#### Source records:
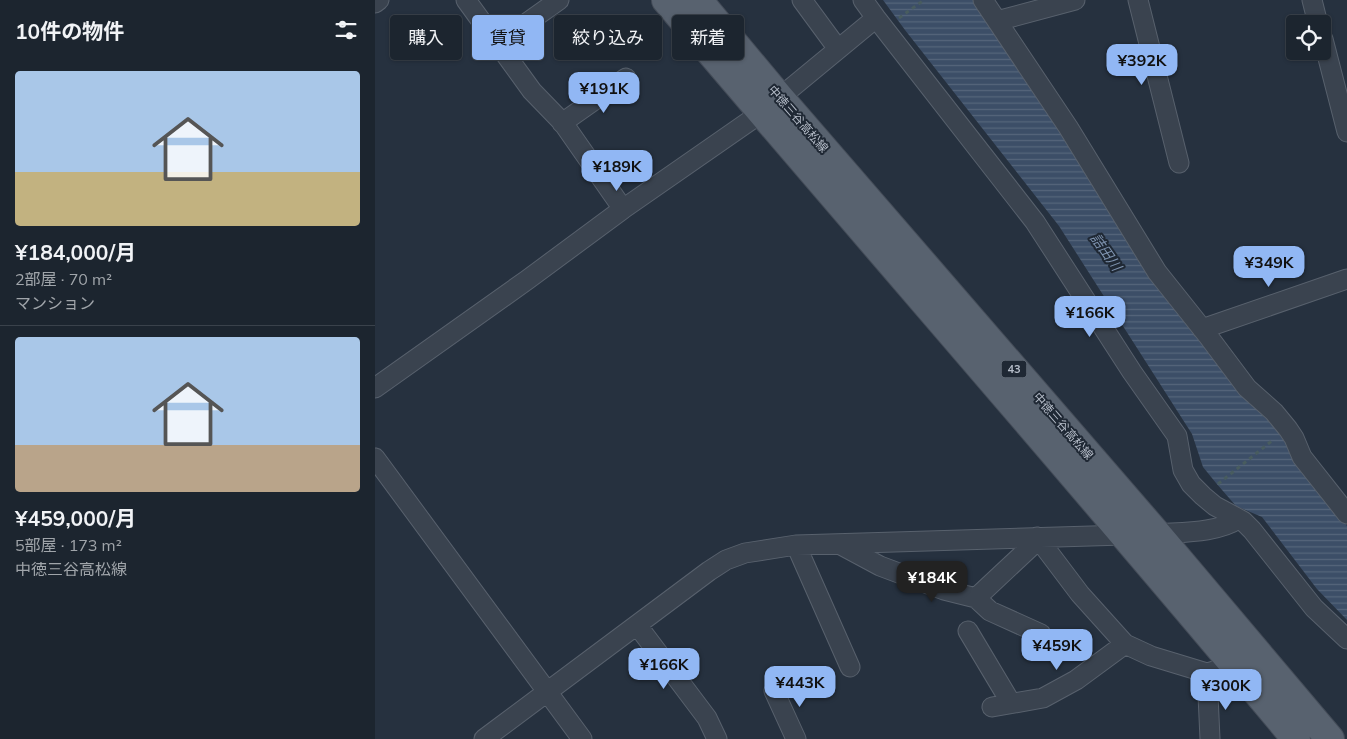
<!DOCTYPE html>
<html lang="ja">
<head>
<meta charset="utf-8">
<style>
	body { margin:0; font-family:Mulish,"Noto Sans JP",sans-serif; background:#29313b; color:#f1f3f6; height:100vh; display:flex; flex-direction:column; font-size:19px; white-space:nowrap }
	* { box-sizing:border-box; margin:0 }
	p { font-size:16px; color:#a0a5aa }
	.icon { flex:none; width:28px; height:28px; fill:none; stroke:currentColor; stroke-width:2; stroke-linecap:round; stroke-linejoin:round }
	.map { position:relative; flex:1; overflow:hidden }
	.drawer { display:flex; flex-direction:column; background:#1c252f; width:375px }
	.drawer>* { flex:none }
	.banner { position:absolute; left:15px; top:15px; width:475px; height:45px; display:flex; gap:10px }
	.controls { position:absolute; left:911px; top:15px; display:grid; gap:10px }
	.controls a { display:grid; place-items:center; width:45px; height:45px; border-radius:5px; background:#1c252f; box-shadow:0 1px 4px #0004,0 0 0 1px #3a424b; font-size:25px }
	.price { position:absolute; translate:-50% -42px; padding:0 11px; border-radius:10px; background:#91b7f4; color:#111; font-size:16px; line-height:32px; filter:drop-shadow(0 1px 2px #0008) }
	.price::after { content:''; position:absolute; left:50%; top:30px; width:15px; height:11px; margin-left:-8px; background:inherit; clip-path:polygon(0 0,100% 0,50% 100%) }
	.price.selected { background:#222; color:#fff }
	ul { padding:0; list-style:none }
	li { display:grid; align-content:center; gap:10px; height:265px; padding:0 15px }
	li+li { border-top:1px solid #3a424b }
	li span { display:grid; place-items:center; height:155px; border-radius:5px; color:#555 }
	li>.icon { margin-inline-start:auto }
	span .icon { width:90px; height:90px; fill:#fffc; stroke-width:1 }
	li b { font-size:21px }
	h2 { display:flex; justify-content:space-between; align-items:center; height:60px; padding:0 15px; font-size:21px }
	.chip { padding:0 18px; border-radius:5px; background:#1c252f; box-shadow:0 1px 4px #0004,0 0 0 1px #3a424b; font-size:18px; line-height:45px }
	.chip.selected { background:#91b7f4; color:#111 }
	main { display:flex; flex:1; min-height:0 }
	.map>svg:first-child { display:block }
	.water { fill:url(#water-rules) }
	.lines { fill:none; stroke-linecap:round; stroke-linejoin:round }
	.minor-casing { stroke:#58616d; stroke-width:21 }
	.primary-casing { stroke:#444c58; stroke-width:30 }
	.path { stroke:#485c5f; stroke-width:3; stroke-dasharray:4 4; stroke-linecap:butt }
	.minor { stroke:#3a434f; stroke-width:19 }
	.primary { stroke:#58626f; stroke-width:28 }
	.labels { text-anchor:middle; stroke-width:4; stroke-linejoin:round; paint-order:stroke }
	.shield { fill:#1f2834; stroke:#89919d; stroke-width:1 }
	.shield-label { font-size:11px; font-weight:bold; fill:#b7beca }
	.street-label { font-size:12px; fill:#b7beca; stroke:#1f2834 }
	.water-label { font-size:14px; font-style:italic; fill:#7f94b0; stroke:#1f2834 }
</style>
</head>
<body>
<main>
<section class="drawer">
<h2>10件の物件<svg class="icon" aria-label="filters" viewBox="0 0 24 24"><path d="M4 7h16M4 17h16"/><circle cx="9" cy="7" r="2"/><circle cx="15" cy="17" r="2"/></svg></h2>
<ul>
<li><span style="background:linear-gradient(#a9c7e8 65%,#c2b280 0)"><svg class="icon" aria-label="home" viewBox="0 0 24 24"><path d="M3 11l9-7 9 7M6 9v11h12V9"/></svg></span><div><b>¥184,000/月</b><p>2部屋 · 70 m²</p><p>マンション</p></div></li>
<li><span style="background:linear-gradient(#a9c7e8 70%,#b9a48a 0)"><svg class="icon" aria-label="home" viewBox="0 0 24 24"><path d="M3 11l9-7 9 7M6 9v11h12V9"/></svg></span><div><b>¥459,000/月</b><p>5部屋 · 173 m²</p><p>中徳三谷高松線</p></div></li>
</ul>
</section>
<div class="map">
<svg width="972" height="739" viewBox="0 0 972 739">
	<defs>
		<pattern id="water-rules" width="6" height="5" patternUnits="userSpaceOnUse" patternTransform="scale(1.25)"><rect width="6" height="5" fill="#3c4e67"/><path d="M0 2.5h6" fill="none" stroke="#56667b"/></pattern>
	</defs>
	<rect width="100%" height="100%" fill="#26313f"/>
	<path class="water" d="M508,0H602L768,258L886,414L902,428L932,475L972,526V620L942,589L887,517L861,506L841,483L828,467L817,434L684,226L530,30Z"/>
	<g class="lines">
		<g class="minor-casing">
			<path id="minor" d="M91,0L157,91L188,123L248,209
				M427,0L463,49
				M488,0L501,18L660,222L757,372L802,436L808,470L816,484L828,496L840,506L868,521L877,530L939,608L972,639
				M608,0L693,127L782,272L833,336L872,388L899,412L913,429L919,438L927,457L972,514
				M763,0L804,163
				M937,0L943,24
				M0,3L4,0
				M622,21L700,0
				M146,27L184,0
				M948,39L972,132
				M187,123L251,78
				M827,329L972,279
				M0,388L152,280L248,209L386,113L501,18
				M0,458L207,739
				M662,537L705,594L750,644L776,656L832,673L859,665
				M464,544L505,566L569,590L601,598L615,611L666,634
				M421,545L475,667
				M601,598L664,539
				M262,625L332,718L342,739
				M593,631L636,703
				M832,673L835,739
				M399,691L421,739
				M617,707L668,698L701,680L750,644
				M109,739L334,571L351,560L370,553L421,545L782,534C806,532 843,533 863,519"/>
		</g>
		<g class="primary-casing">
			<path id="primary" d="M291,0C500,247 714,490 921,739
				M323,0L404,97L782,534L955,739"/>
		</g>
		<path class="path" d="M524,18L549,0
			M843,484L898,440"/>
		<use href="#minor" class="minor"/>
		<use href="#primary" class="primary"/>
	</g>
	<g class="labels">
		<rect class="shield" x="626.5" y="360.5" width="25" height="17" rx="4"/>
		<g class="shield-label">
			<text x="639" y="373">43</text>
		</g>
		<g class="street-label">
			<text transform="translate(423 119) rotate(49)" y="4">中徳三谷高松線</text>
			<text transform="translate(688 426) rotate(49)" y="4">中徳三谷高松線</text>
		</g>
		<g class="water-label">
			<text transform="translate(731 252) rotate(55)" y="5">詰田川</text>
		</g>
	</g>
</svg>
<div class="controls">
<a><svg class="icon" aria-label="locate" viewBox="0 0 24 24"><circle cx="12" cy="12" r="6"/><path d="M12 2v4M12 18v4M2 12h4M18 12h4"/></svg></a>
</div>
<b class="price" style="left:767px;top:86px">¥392K</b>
<b class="price" style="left:229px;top:114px">¥191K</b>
<b class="price" style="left:242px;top:192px">¥189K</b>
<b class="price" style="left:894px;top:288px">¥349K</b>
<b class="price" style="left:715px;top:338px">¥166K</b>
<b class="price selected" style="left:557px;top:603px">¥184K</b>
<b class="price" style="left:682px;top:671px">¥459K</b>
<b class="price" style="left:289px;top:690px">¥166K</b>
<b class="price" style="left:425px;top:708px">¥443K</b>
<b class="price" style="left:851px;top:711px">¥300K</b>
<div class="banner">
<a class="chip">購入</a>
<a class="chip selected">賃貸</a>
<a class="chip">絞り込み</a>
<a class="chip">新着</a>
</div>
</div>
</main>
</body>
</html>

#### Exercise directions:
In the listing above, find the line with "display:grid; align-content:center; gap:10px;" and the line with "width:90px; height:90px; fill:#fffc;", then print exactly those two lines and every line between them, and nothing more.

#### Answer:
	li { display:grid; align-content:center; gap:10px; height:265px; padding:0 15px }
	li+li { border-top:1px solid #3a424b }
	li span { display:grid; place-items:center; height:155px; border-radius:5px; color:#555 }
	li>.icon { margin-inline-start:auto }
	span .icon { width:90px; height:90px; fill:#fffc; stroke-width:1 }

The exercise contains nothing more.